Start of Data extract

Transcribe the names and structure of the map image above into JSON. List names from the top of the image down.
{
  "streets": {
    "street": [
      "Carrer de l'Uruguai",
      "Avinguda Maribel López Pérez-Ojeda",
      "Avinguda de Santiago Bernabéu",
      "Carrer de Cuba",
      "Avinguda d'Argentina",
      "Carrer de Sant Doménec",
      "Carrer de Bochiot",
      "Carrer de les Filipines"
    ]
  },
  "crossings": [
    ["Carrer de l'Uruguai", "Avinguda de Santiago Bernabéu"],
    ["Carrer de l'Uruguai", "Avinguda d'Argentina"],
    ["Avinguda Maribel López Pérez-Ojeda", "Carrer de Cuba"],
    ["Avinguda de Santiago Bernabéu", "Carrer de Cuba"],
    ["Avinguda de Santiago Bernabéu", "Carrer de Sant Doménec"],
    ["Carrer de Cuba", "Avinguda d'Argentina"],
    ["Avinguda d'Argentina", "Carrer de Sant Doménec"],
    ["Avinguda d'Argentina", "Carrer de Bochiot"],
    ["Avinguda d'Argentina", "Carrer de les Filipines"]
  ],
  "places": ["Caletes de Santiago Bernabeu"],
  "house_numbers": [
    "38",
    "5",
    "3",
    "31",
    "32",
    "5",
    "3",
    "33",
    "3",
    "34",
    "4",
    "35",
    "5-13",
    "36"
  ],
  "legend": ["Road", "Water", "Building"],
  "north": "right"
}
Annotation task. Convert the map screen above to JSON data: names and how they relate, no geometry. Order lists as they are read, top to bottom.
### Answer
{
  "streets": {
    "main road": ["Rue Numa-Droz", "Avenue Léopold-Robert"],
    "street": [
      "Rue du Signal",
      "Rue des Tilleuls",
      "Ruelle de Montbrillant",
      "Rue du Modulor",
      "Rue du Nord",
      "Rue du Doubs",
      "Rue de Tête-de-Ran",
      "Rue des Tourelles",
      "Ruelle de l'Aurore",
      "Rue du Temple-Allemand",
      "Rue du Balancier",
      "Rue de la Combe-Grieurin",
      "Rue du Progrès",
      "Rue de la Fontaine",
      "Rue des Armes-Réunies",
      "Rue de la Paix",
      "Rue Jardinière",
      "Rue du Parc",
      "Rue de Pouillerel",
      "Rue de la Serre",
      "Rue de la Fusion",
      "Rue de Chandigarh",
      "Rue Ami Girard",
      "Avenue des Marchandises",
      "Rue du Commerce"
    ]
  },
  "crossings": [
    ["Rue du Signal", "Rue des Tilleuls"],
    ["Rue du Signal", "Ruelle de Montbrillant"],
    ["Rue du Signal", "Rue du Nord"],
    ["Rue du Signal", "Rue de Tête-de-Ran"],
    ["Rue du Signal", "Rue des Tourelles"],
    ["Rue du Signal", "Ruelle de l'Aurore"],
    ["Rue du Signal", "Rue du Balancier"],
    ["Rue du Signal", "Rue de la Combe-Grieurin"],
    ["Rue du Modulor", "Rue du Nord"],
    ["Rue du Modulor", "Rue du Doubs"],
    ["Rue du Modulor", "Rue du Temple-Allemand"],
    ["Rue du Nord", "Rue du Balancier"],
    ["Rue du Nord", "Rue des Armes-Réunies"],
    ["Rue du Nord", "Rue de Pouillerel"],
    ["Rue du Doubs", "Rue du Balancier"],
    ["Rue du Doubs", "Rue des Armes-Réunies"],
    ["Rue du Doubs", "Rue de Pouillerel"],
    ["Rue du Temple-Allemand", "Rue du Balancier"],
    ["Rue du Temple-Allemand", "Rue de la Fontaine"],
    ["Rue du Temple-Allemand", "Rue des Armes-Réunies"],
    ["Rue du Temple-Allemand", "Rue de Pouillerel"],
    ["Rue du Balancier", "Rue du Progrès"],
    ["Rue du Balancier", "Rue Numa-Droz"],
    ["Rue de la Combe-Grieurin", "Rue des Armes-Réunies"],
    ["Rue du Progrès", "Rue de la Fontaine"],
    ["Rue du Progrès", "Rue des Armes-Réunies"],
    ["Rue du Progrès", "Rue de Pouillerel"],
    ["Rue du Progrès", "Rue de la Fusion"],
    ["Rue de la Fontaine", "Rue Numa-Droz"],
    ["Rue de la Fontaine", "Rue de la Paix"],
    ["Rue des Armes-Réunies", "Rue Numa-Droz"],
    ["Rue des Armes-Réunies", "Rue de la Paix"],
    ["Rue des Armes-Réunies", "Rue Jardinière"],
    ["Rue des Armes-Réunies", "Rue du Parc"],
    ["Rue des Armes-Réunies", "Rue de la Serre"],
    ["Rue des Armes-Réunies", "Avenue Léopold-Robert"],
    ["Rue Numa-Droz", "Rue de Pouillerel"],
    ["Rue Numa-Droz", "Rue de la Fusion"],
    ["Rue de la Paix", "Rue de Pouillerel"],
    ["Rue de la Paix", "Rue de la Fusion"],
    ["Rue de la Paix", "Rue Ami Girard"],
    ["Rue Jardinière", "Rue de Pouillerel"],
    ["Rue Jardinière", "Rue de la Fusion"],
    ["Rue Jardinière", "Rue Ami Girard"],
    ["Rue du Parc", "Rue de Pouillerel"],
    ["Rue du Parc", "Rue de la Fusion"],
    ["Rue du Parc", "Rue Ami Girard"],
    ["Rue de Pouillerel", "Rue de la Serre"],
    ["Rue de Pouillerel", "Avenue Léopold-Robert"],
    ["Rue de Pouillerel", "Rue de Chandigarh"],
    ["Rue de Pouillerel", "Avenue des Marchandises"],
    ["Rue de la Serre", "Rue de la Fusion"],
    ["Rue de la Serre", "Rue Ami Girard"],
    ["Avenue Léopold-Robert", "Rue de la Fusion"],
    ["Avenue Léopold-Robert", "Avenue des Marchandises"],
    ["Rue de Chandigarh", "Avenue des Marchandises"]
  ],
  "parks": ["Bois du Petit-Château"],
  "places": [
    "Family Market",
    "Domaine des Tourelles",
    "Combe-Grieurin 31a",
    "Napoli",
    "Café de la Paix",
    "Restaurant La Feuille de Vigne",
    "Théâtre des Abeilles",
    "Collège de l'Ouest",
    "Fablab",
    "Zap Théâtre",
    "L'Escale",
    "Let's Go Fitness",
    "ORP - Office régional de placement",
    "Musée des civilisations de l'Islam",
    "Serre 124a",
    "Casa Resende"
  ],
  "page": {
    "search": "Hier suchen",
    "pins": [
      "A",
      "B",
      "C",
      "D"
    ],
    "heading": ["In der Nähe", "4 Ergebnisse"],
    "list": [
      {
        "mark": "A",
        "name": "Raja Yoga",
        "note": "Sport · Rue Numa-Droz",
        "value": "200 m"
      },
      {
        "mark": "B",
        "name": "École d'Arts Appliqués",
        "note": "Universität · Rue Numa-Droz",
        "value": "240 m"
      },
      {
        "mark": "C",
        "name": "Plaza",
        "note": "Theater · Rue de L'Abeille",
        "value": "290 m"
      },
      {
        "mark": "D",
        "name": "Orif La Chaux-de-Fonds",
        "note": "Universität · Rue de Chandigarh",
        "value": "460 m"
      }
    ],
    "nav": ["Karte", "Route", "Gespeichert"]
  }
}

End of Data extract

Search the entries for the string "Universität". Copy every line that has it.

        "note": "Universität · Rue Numa-Droz",
        "note": "Universität · Rue de Chandigarh",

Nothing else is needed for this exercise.